We all stand on the shoulders of giants, of course. Without slipping into obsession with past founding fathers, it is healthy to occasionally acknowledge our influences. So let me direct your attention this week to a new mixtape by the annoyingly named Bronx rapper CurT@!n$, The Dissertation: The Wu-Thesis.

The mixtape uses familiar Wu-Tang beats and skits, though touched up a bit and mixed with surprising elegance with CurT@!n$’ own similar material. Mixtapes often use beats popularised by other artists (though less and less these days, as mixtapes become more like interim albums), but spitting over classic Wu-Tang takes guts. If CurT@!n$ had been even a little bit whack with his lyrics, the resultant scorn would have been intense.

Thankfully, he does pretty well, jumping from pun to pun with decent wordplay and an aggressive, occasionally bitter attitude. CurT@!n$ obviously worked really hard to do these famous beats justice. In a few of the tracks he is a little attention deficit in his relationship to the subject at hand — not unlike A Man and his Mixtape favorite Cobe Obeah — but the standout tracks, “The Gentrification” and “Letter to the People pt. 4,” stay devastatingly focused.
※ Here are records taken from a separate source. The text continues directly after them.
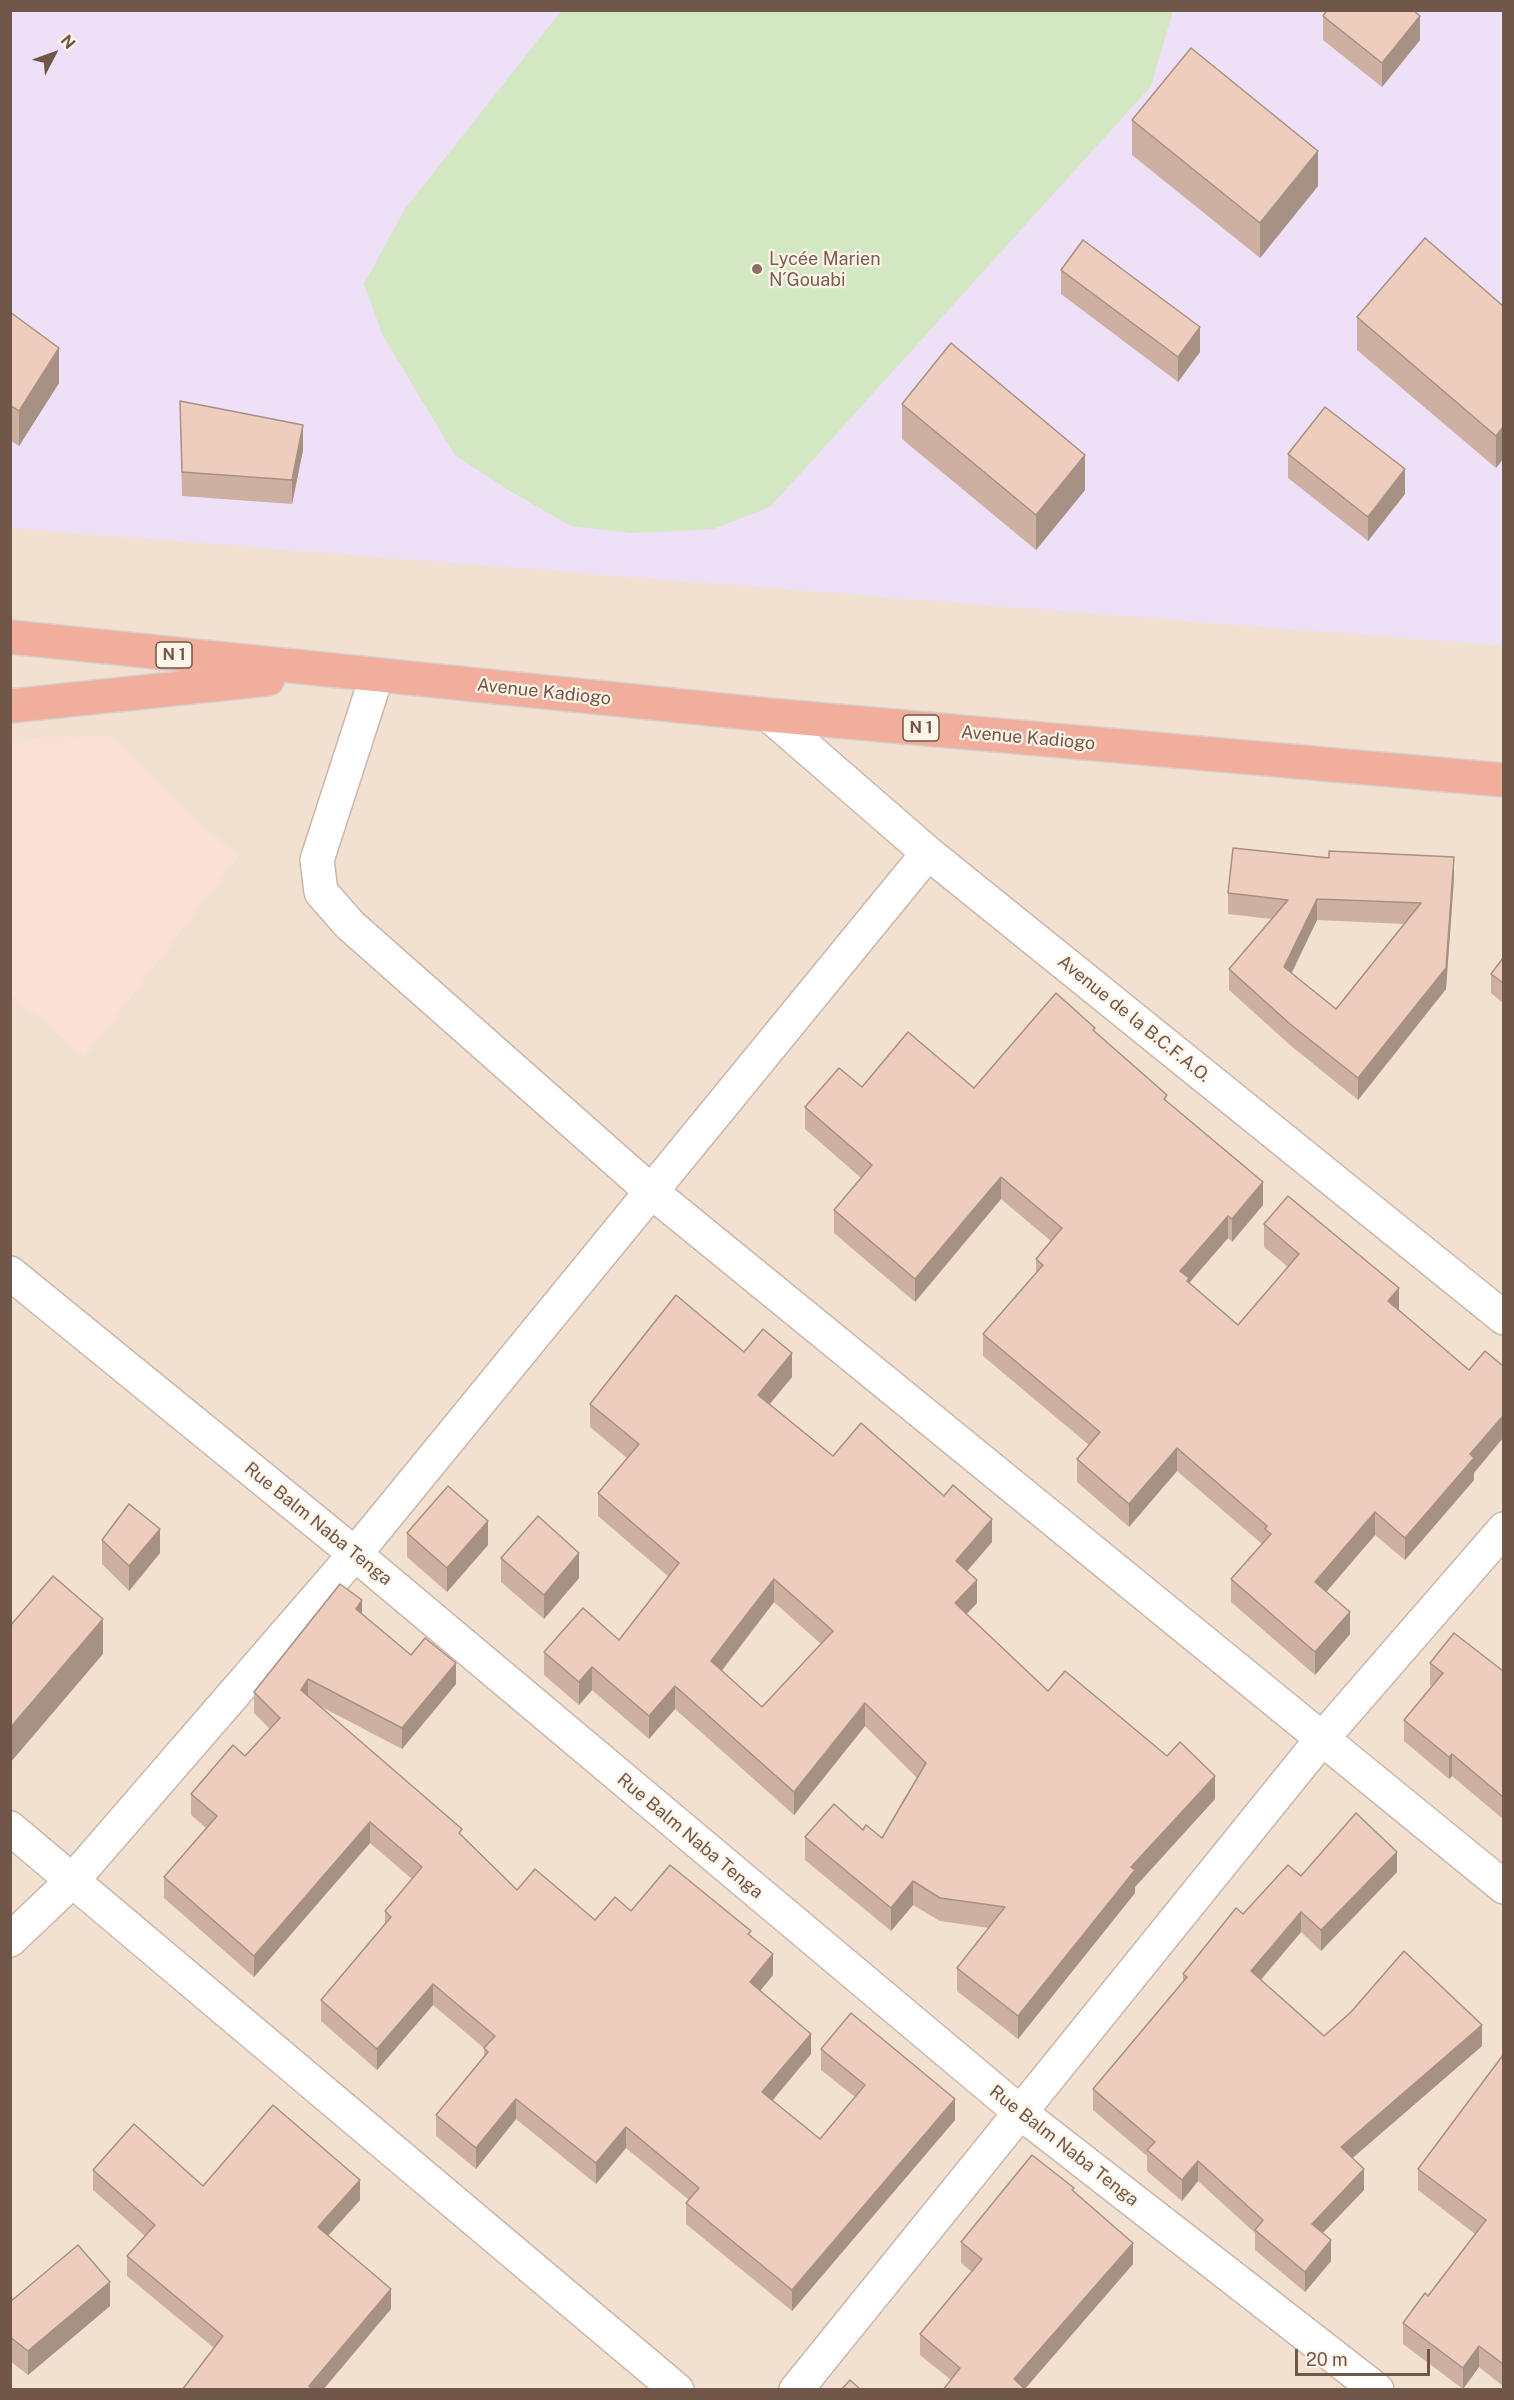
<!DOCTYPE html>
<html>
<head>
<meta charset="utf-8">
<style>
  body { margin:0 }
  #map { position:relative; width:1514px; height:2400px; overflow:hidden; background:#fbf0e3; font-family:"Public Sans",sans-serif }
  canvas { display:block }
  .frame { position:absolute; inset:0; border:12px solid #71564a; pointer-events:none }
  .north { position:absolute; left:24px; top:24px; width:60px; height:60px; -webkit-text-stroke:4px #fef4e8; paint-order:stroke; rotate:49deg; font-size:16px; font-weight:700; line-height:24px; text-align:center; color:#71564a }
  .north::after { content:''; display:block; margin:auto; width:21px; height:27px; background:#71564a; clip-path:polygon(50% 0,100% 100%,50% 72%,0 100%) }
  .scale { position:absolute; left:1295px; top:2349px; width:135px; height:27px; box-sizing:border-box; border:3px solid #71564a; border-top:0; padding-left:8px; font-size:18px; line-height:21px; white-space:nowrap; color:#71564a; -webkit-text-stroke:4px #fef4e8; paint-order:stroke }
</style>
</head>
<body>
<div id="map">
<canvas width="1514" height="2400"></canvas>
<div class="frame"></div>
<div class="north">N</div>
<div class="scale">20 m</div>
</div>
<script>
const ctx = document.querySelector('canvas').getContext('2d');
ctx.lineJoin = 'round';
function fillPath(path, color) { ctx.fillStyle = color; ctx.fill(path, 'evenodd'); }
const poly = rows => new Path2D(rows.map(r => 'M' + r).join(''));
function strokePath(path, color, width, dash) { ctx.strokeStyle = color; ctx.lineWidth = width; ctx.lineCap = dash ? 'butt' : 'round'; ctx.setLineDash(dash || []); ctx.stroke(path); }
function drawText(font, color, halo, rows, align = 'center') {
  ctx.font = font + ' "Public Sans",sans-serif'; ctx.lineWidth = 4.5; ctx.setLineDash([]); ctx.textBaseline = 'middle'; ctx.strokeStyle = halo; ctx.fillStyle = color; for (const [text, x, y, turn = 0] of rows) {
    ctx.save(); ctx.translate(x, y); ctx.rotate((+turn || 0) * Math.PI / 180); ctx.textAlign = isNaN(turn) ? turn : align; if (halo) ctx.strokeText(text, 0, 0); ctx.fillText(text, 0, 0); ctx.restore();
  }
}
fillPath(poly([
  [11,11,1503,11,1503,2389,11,2389]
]), '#f2e1d1');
fillPath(poly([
  [110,735,238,857,85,1057,11,995,11,745,30,739]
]), '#fbe0d7');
fillPath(poly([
  [10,11,1503,11,1503,646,11,528]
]), '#ede0f7');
fillPath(poly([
  [561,11,561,10,1173,11,1151,86,770,507,713,529,633,533,571,526,510,491,455,455,383,336,364,284,405,209]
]), '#d3e7c2');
const minor = poly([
  [377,675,317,860,321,892,350,925,653,1193,1504,1887],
  [769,715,928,853,1504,1318],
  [10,1273,355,1554,1021,2113,1377,2390],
  [10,1828,677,2390],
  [10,1940,72,1881,355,1554,928,853],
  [796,2390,1321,1740,1504,1529]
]);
const highway = poly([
  [10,637,769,715,1504,780],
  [10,706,268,679]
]);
strokePath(minor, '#cbb7aa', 36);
strokePath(highway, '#d7d0cc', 36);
strokePath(minor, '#fff', 33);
strokePath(highway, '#f2ae9c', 33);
fillPath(poly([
  [1323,16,1420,40,1382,87,1323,40],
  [1132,120,1318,186,1260,258,1132,155],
  [1061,270,1200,352,1178,382,1061,294],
  [1503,306,1503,459,1496,468,1357,350,1357,317],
  [10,312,59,383,19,446,10,440],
  [180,401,303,450,292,504,182,496],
  [902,404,1085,490,1036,550,902,439],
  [1288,454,1405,494,1368,541,1288,478],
  [1454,878,1446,989,1358,1100,1290,1045,1229,990,1229,969,1272,919,1228,914,1228,893],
  [1317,920,1404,924,1336,1009,1292,973],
  [1503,958,1503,1003,1491,993,1491,974],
  [1095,1032,1167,1101,1263,1205,1232,1242,1228,1238,1189,1283,1238,1325,1288,1267,1264,1247,1264,1224,1399,1310,1474,1473,1474,1480,1405,1560,1375,1535,1326,1592,1350,1634,1315,1675,1231,1602,1231,1579,1262,1544,1177,1471,1129,1527,1077,1482,1077,1459,1089,1445,983,1356,983,1334,1036,1273,1036,1259,1051,1241,1001,1199,915,1302,834,1233,834,1210,861,1178,805,1129,805,1107,862,1087,974,1088],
  [744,1352,792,1377,770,1404,833,1456,992,1542,967,1571,977,1603,966,1614,1048,1691,1215,1799,1135,1887,1135,1893,1018,2039,957,1991,957,1968,989,1928,940,1921,913,1905,891,1931,805,1860,805,1837,863,1830,882,1838,917,1778,865,1726,794,1815,675,1709,649,1739,592,1690,579,1705,544,1675,544,1652,619,1640,669,1577,598,1516,598,1493,627,1458,590,1427,590,1404],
  [774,1602,821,1644,762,1707,722,1671],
  [407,1533,488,1545,447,1592,407,1557],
  [102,1540,160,1553,129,1591,102,1564],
  [501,1558,579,1578,544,1619,501,1582],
  [362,1614,411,1655,456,1684,402,1749,320,1706,462,1836,517,1890,595,1920,631,1911,751,1935,773,1975,760,1991,811,2054,772,2101,820,2139,855,2097,821,2070,821,2049,955,2120,792,2311,686,2224,686,2203,689,2200,626,2148,596,2184,516,2119,476,2169,436,2136,436,2115,484,2056,484,2048,433,2005,377,2070,321,2021,321,2000,385,1924,385,1911,412,1879,370,1843,254,1977,164,1898,164,1877,206,1828,191,1815,191,1794,245,1756,270,1729,254,1713,254,1692],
  [1430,1663,1503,1671,1503,1819,1452,1776,1449,1779,1404,1741,1404,1720,1432,1686,1430,1685],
  [1397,1872,1321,1951,1301,1932,1261,1980,1324,2036,1482,2046,1352,2158,1364,2190,1323,2233,1331,2261,1305,2292,1255,2250,1255,2233,1198,2181,1182,2201,1147,2171,1147,2156,1093,2110,1093,2089,1183,1982,1183,1974,1243,1914,1301,1876],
  [1503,2055,1503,2386,1479,2367,1463,2389,1403,2344,1403,2323,1428,2296,1475,2234,1418,2190,1418,2169],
  [93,2170,203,2186,360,2200,328,2235,391,2309,214,2348,127,2276,127,2256,145,2236,93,2190],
  [1074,2192,1133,2264,1025,2388,951,2380,920,2355,920,2334,972,2272,961,2263,961,2242],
  [10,2302,110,2306,28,2375,10,2361]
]), '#ceb0a2');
fillPath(poly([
  [1420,16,1420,40,1382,87,1382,63],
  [1318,151,1318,186,1260,258,1260,223],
  [1200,327,1200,352,1178,382,1178,357],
  [59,348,59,383,19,446,19,411],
  [303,425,303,450,292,504,292,480],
  [1503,427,1503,459,1496,468,1496,436],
  [1085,455,1085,490,1036,550,1036,515],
  [1405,469,1405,494,1368,541,1368,517],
  [1454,857,1454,878,1446,989,1358,1100,1358,1078],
  [1317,899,1317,920,1284,988,1284,967],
  [1001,1177,1001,1199,915,1302,915,1279],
  [1263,1182,1263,1205,1232,1242,1232,1219],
  [1228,1216,1228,1238,1189,1283,1180,1271],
  [1399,1288,1399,1310,1388,1301],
  [792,1353,792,1377,758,1418,758,1395],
  [1503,1416,1503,1438,1474,1473,1474,1480,1405,1560,1405,1538,1470,1454],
  [1177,1448,1177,1471,1129,1527,1129,1504],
  [1375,1512,1375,1535,1315,1605,1315,1582],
  [992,1519,992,1542,956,1584,956,1561],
  [488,1521,488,1545,447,1592,447,1568],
  [160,1529,160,1553,129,1591,129,1566],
  [579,1553,579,1578,544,1619,544,1595],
  [774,1579,774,1602,711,1684,711,1661],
  [977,1580,977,1603,955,1626,955,1603],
  [362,1600,362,1621,356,1609],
  [1350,1612,1350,1634,1315,1675,1315,1652],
  [103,1619,103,1654,10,1763,10,1728],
  [456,1663,456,1684,402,1749,402,1728],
  [592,1667,592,1690,579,1705,579,1682],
  [308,1679,308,1700,301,1690],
  [675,1686,675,1709,649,1739,649,1716],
  [865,1703,865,1726,794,1815,794,1792],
  [1452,1754,1452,1776,1449,1779,1449,1757],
  [1215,1776,1215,1799,1135,1887,1135,1893,1018,2039,1018,2016,1131,1867],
  [370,1822,370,1843,254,1977,254,1956],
  [1397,1852,1397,1872,1321,1951,1321,1930],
  [913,1881,913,1905,891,1931,891,1908],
  [1301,1912,1301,1932,1251,1991,1251,1971],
  [773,1954,773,1975,750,2003,750,1982],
  [433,1984,433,2005,377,2070,377,2049],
  [1482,2025,1482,2046,1341,2168,1341,2147],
  [811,2034,811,2054,762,2113,762,2092],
  [516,2099,516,2119,476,2169,476,2148],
  [955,2099,955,2120,792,2311,792,2290],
  [626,2127,626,2148,596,2184,596,2163],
  [1198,2161,1198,2181,1182,2201,1182,2180],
  [1364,2169,1364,2190,1312,2244,1312,2224],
  [360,2180,360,2200,318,2247,318,2227],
  [1331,2240,1331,2261,1305,2292,1305,2272],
  [1133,2243,1133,2264,1024,2390,1014,2379],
  [110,2282,110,2306,28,2375,28,2351],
  [391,2289,391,2309,323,2390,309,2390,309,2386],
  [1479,2346,1479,2367,1463,2389,1463,2368]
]), '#a79084');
const building = poly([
  [1327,10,1413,10,1420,16,1382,63,1323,16,1327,10],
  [1191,48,1318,151,1260,223,1132,120,1191,48],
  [1425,238,1503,306,1503,427,1496,436,1357,317,1425,238],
  [1083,240,1200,327,1178,357,1061,270,1083,240],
  [10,312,59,348,19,411,10,405,10,312],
  [951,343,1085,455,1036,515,902,404,951,343],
  [180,401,303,425,292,480,182,472,180,401],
  [1325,407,1405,469,1368,517,1288,454,1325,407],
  [1233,848,1329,858,1329,851,1454,857,1446,968,1358,1078,1290,1024,1229,969,1288,900,1228,893,1233,848],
  [1317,899,1421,903,1336,1009,1284,967,1317,899],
  [1503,958,1503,983,1491,974,1503,958],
  [1056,993,1095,1028,1093,1030,1167,1095,1164,1099,1263,1182,1232,1219,1228,1216,1180,1271,1189,1278,1187,1281,1238,1325,1299,1254,1264,1224,1288,1196,1399,1288,1388,1301,1469,1370,1485,1351,1503,1366,1503,1416,1470,1454,1474,1458,1405,1538,1375,1512,1315,1582,1350,1612,1315,1652,1231,1579,1271,1534,1265,1529,1267,1526,1177,1448,1129,1504,1077,1459,1100,1432,983,1334,1043,1265,1036,1259,1062,1228,1001,1177,915,1279,834,1210,872,1165,805,1107,839,1068,862,1087,908,1032,974,1088,1056,993],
  [676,1295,744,1352,763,1329,792,1353,758,1395,833,1456,861,1423,944,1496,953,1485,992,1519,956,1561,977,1580,955,1603,1048,1691,1065,1671,1167,1756,1180,1742,1215,1776,1131,1867,1135,1870,1018,2016,957,1968,1005,1907,940,1898,913,1881,891,1908,805,1837,834,1804,863,1830,866,1825,882,1838,926,1763,865,1703,794,1792,675,1686,649,1716,592,1667,579,1682,544,1652,583,1608,619,1640,679,1563,598,1493,639,1444,590,1404,676,1295],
  [774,1579,833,1631,762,1707,711,1661,774,1579],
  [448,1486,488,1521,447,1568,407,1533,448,1486],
  [129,1504,160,1529,129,1566,102,1540,129,1504],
  [538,1516,579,1553,544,1595,501,1558,538,1516],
  [53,1576,103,1619,10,1728,10,1626,53,1576],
  [340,1584,362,1600,356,1609,411,1655,425,1638,456,1663,402,1728,308,1679,301,1690,462,1829,459,1833,517,1890,535,1869,595,1920,615,1897,631,1911,670,1865,751,1931,748,1934,773,1954,750,1982,811,2034,762,2092,820,2139,865,2085,821,2049,851,2013,955,2099,792,2290,686,2203,699,2188,626,2127,596,2163,516,2099,476,2148,436,2115,488,2052,484,2048,495,2036,433,1984,377,2049,321,2000,391,1917,385,1911,422,1867,370,1822,254,1956,164,1877,217,1816,191,1794,233,1745,245,1756,280,1718,254,1692,340,1584],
  [1454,1633,1503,1671,1503,1797,1452,1754,1449,1757,1404,1720,1443,1673,1430,1663,1454,1633],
  [1356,1813,1397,1852,1321,1930,1301,1912,1251,1971,1324,2036,1351,2012,1404,1951,1482,2025,1341,2147,1364,2169,1312,2224,1331,2240,1305,2272,1255,2230,1263,2220,1198,2161,1182,2180,1147,2150,1155,2142,1093,2089,1187,1977,1183,1974,1236,1908,1243,1914,1288,1865,1301,1876,1356,1813],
  [1503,2055,1503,2364,1479,2346,1463,2368,1403,2323,1425,2293,1428,2296,1486,2220,1418,2169,1503,2055],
  [273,2105,360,2180,318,2227,391,2289,309,2386,313,2390,182,2390,223,2336,127,2256,155,2225,93,2170,134,2124,203,2186,273,2105],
  [1032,2155,1074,2188,1072,2190,1133,2243,1014,2379,1026,2390,943,2390,960,2368,920,2334,982,2259,961,2242,1032,2155],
  [78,2245,110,2282,28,2351,10,2337,10,2302,78,2245],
  [850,2380,861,2390,841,2390,850,2380]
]);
fillPath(building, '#efcdbc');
strokePath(building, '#a79084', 1.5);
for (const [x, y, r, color] of [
  [757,269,6,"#8d6e63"]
]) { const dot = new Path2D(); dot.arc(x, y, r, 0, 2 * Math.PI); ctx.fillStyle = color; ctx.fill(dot); strokePath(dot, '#fef4e8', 2); }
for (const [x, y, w] of [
  [174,655,36],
  [921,728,36]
]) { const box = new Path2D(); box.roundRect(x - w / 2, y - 13, w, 26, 4.5); ctx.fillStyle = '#fef4e8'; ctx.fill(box); strokePath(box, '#71564a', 1.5); }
drawText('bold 16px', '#71564a', null, [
  ["N 1",174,655],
  ["N 1",921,728]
]);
drawText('18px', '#785e54', '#fef4e8', [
  ["Lycée Marien",769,259],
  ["N´Gouabi",769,280]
], 'left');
drawText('18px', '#71564a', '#fef4e8', [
  ["Avenue Kadiogo",544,692,6],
  ["Avenue Kadiogo",1028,738,5],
  ["Avenue de la B.C.F.A.O.",1134,1019,39],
  ["Rue Balm Naba Tenga",318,1524,39],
  ["Rue Balm Naba Tenga",690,1836,40],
  ["Rue Balm Naba Tenga",1064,2146,38]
]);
</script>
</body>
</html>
There are some big differences between the classic works of the Wu-Tang Clan and CurT@!n$’ homage. The most obvious is size and scope. Enter the Wu-Tang (36 Chambers) was a huge album by a huge group — nine dudes! — with songs four to seven minutes long with up to seven verses by various members of the Clan. CurT@!n$ is just one guy, and his mixtape is ten tracks, most less than three minutes long. But CurT@!n$ isn’t trying to match the Wu, he is merely paying his respects to one of the most influential hip-hop acts of all time. I suspect that in this project CurT@!n$ in some ways imagined himself a member of the Clan, and composed his short one and two verse tracks as if they were going to be tacked on to the originals right after Method Man or ODB finished spitting.

The best way to think about this album is, happily enough, as a dissertation: a synthesising of what CurT@!n$ learned after extensive study. See, not only does CurT@!n$ use Wu beats, he follows in their footsteps thematically, discussing with impressive intelligence the sociological roots of poverty, violence and drug use in African-American New York City. This is a topic that the Wu rapped about extensively a decade ago, and CurT@!n$’ deft updates of old complaints are cutting in their contemporary accuracy. “The Gentrification” breaks down the futility of modern attempts to fight urban poverty with commercial development.

But the Wu-Tang Clan didn’t just write social commentary. Their depiction of life on the dangerous ghetto streets set the stage for songs that are really about personal transformation. CurT@!n$ does the same in his thesis. Yes, he spends a lot of time on posturing and put downs, but in the end, particularly in “Letter to the People pt. 4,” he argues that moral uprightness is more important than material success.